Guy Rowland @ Tue Jul 23 said:


> That's what I don't understand.... there's no mention of background loading in the manual ?



Yes there is, page 74.


----------



## Guy Rowland (Jul 23, 2013)

EastWest Lurker @ Tue Jul 23 said:


> Daniel James @ Tue Jul 23 said:
> 
> 
> > The sounds are really nice! although the loading times still look painful. Jay is there any more info on the background loading?
> ...



Sounds like it's always on as you say, then - do think they should say something about this in the manual.

What I'd like to know next from any early Play 4 users is if you can run purged and background load smoothly on the fly. That's the holy grail!


----------



## jleckie (Jul 23, 2013)

Krayh @ Tue Jul 23 said:


> Thank you for the offer, but I sold my 2 copies of play instruments a while ago. I couldnt handle the frustrations any longer.



HOW did you do that?!?!


----------



## Guy Rowland (Jul 23, 2013)

EastWest Lurker @ Tue Jul 23 said:


> Guy Rowland @ Tue Jul 23 said:
> 
> 
> > That's what I don't understand.... there's no mention of background loading in the manual ?
> ...



Oh well found - I'm sure I even did a string search on "background" and couldn't find it!

Now then, purging and loading on the fly...


----------



## germancomponist (Jul 23, 2013)

_If I like a sound/instrument very much, it does not bother me in the least how long the loading times are. _ o/~ 

*Congrats Nick & team!*

SD3 sounds very good to my ears!


----------



## star.keys (Jul 23, 2013)

So the initial loading in Play 4 is still not at background and the UI gets stuck until the full patch is loaded really? Who cares about mic position background loading after that initial wait (at least I don't). Looks disappointing...

This means I will have the same endless wait for the initial loading of HS patches, which is a no-go for me.

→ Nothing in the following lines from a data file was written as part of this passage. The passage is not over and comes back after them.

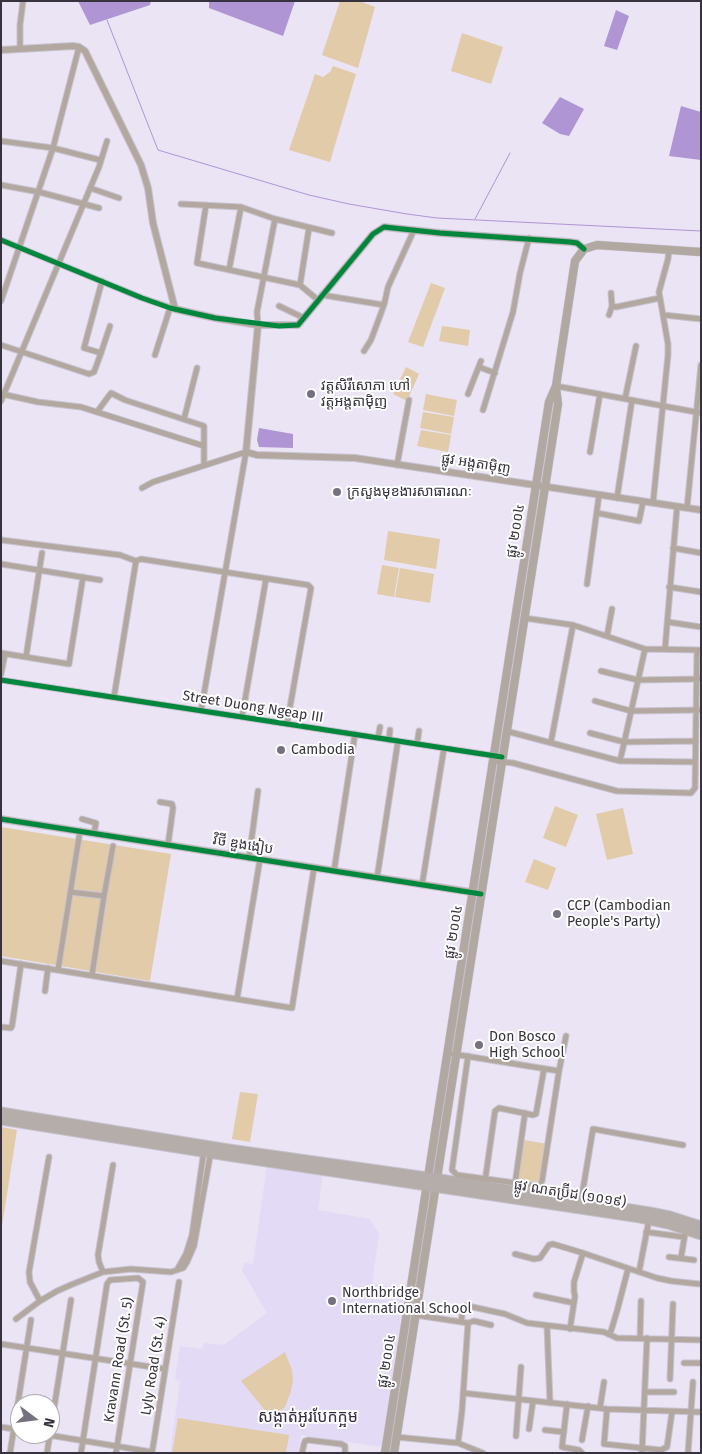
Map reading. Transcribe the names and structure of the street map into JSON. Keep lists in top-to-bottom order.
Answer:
{
  "streets": {
    "main road": ["ផ្លូវ ២០០៤", "ផ្លូវ ណតប្រ៊ីដ (១០១៩)"],
    "street": [
      "ផ្លូវ អង្តតាម៉ិញ",
      "Street Duong Ngeap III",
      "វិថី ឌួងងៀប",
      "Kravann Road (St. 5)",
      "Lyly Road (St. 4)"
    ]
  },
  "crossings": [
    ["ផ្លូវ អង្តតាម៉ិញ", "ផ្លូវ ២០០៤"],
    ["ផ្លូវ ២០០៤", "Street Duong Ngeap III"],
    ["ផ្លូវ ២០០៤", "វិថី ឌួងងៀប"],
    ["ផ្លូវ ២០០៤", "ផ្លូវ ណតប្រ៊ីដ (១០១៩)"]
  ],
  "districts": ["សង្កាត់អូរបែកក្អម"],
  "places": [
    "វត្តសិរីសោភា ហៅ វត្តអង្តតាម៉ិញ",
    "ក្រសួងមុខងារសាធារណៈ",
    "Cambodia",
    "CCP (Cambodian People's Party)",
    "Don Bosco High School",
    "Northbridge International School"
  ],
  "north": "right"
}
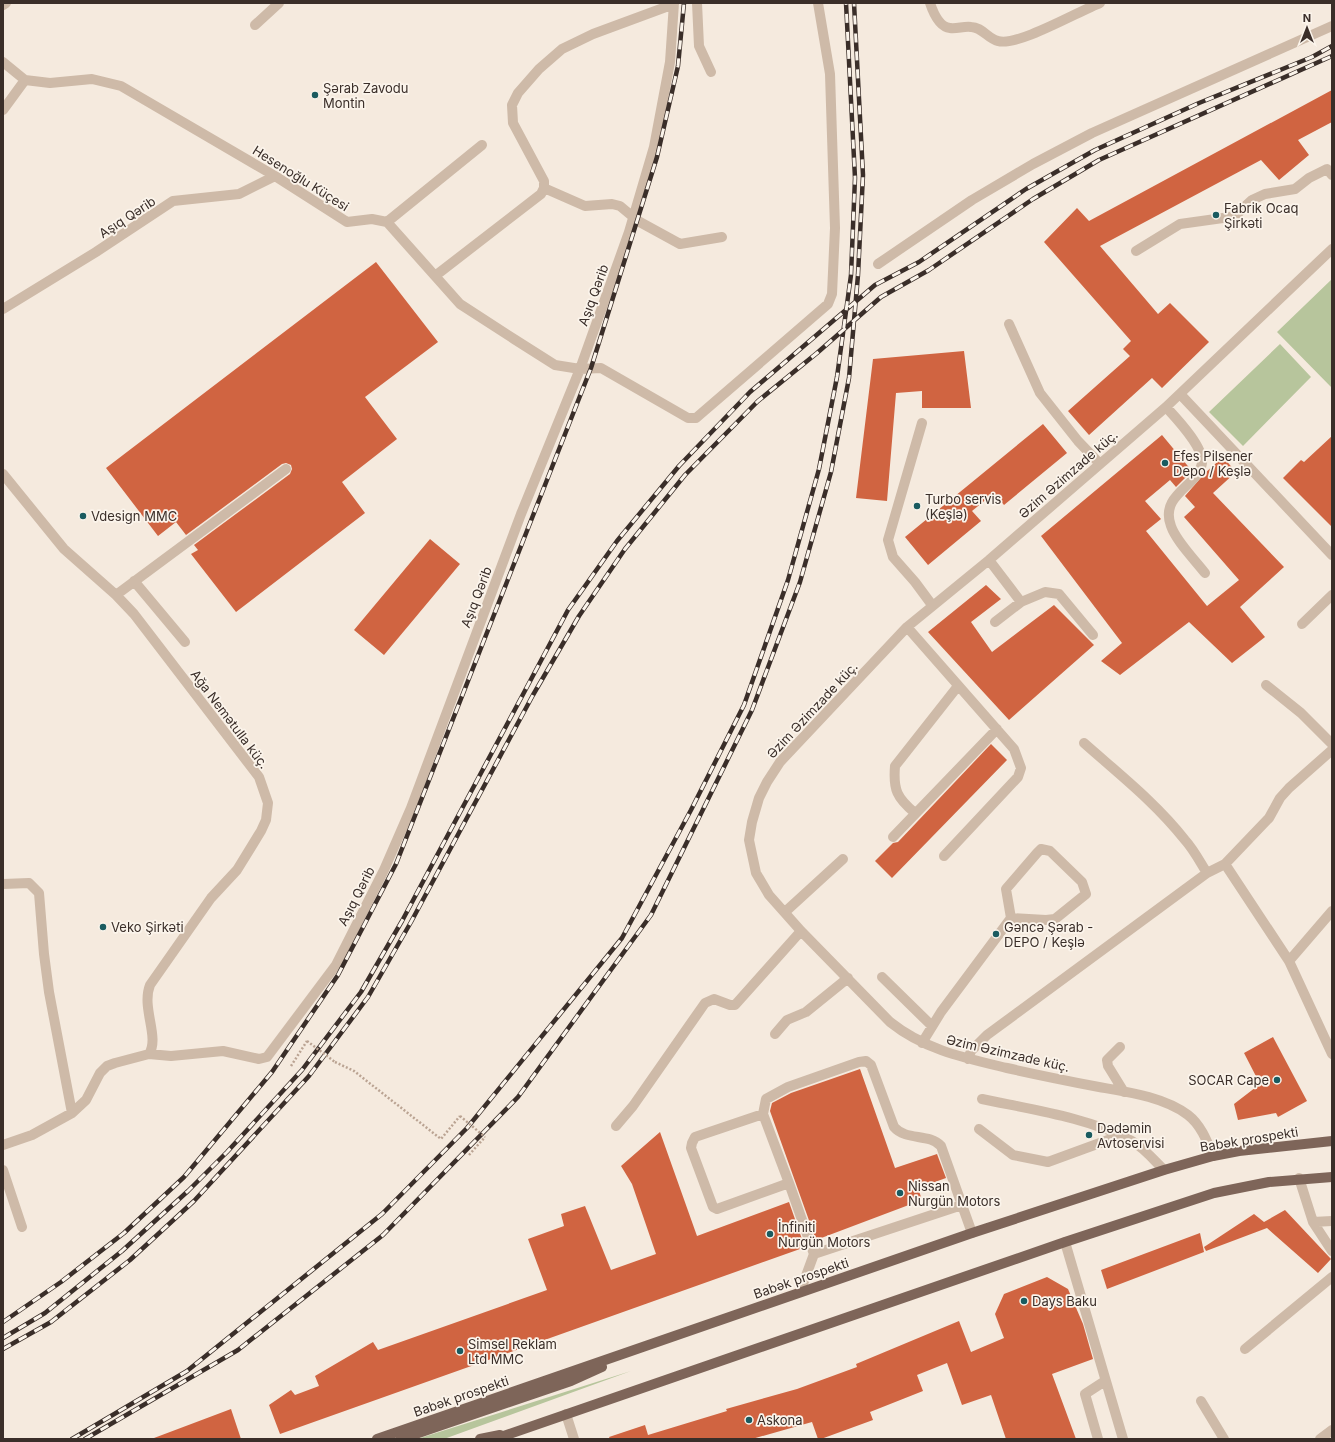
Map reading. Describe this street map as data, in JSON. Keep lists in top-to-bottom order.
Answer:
{
  "streets": {
    "main road": ["Babək prospekti"],
    "street": [
      "Hesenoğlu Küçesi",
      "Aşıq Qərib",
      "Əzim Əzimzade küç.",
      "Ağa Nemətulla küç."
    ]
  },
  "crossings": [
    ["Hesenoğlu Küçesi", "Aşıq Qərib"],
    ["Aşıq Qərib", "Ağa Nemətulla küç."],
    ["Əzim Əzimzade küç.", "Babək prospekti"]
  ],
  "places": [
    "Şərab Zavodu Montin",
    "Fabrik Ocaq Şirkəti",
    "Efes Pilsener Depo / Keşlə",
    "Turbo servis (Keşlə)",
    "Vdesign MMC",
    "Veko Şirkəti",
    "Gəncə Şərab - DEPO / Keşlə",
    "SOCAR Cape",
    "Dədəmin Avtoservisi",
    "Nissan Nurgün Motors",
    "İnfiniti Nurgün Motors",
    "Days Baku",
    "Simsel Reklam Ltd MMC",
    "Askona"
  ],
  "north": "top"
}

Any reports on performance on Mac?


----------



## MarkS_Comp (Jul 23, 2013)

Is it just me, or does the stereo image not sound right on alot of the patches? I am not sure if I am hearing phasing or not, but something sounds funked up there.


----------



## wqaxsz (Jul 23, 2013)

Hi, 

interesting selection of instruments, too bad there are so few examples of how the close mics sound. 
Difficult to make a choice right now. 



MarkS_Comp @ Tue Jul 23 said:


> Is it just me, or does the stereo image not sound right on alot of the patches? I am not sure if I am hearing phasing or not, but something sounds funked up there.



I agree :
I am hearing some phasing, chorusy sounds in all videos ; and a bit of separation between hits too, 
as if the left hand (or hit) and the right hand had a channel on their own.

Curious to hear naked demos and walk-through of users. 

Regards

Laurent


----------



## Nick Phoenix (Jul 23, 2013)

There is no phasing. There are some ensemble/flam hits in these patches. This is the stuff that makes your music sound real. If you don't like the sound in the videos, I wouldn't buy this library.


----------



## Jerome Vonhogen (Jul 23, 2013)

wqaxsz @ Tue Jul 23 said:


> MarkS_Comp @ Tue Jul 23 said:
> 
> 
> > Is it just me, or does the stereo image not sound right on alot of the patches? I am not sure if I am hearing phasing or not, but something sounds funked up there.
> ...



Sounds like you guys need to calbrate your headphones, if that's how you listened to Nick's video walkthrough. Maybe you're using an IOS device for these videos. If so, you should have a look at this http://appchronicles.com/audyssey-media-player-optimize-your-music-listening-experience-to-your-exact-headphones/ (calibration app) for iTunes (it's free today). 8) 

- Jerome Vonhögen


----------



## JohnG (Jul 23, 2013)

It sounds incredible over my speakers.





(Note: I have received free products from East West)


----------



## MarkS_Comp (Jul 23, 2013)

Nick Phoenix @ Tue Jul 23 said:


> There is no phasing. There are some ensemble/flam hits in these patches.



It may not be phasing per ce, but there is definitely something not right with the stereo image at times. And I dont know where you come up with the flam idea....?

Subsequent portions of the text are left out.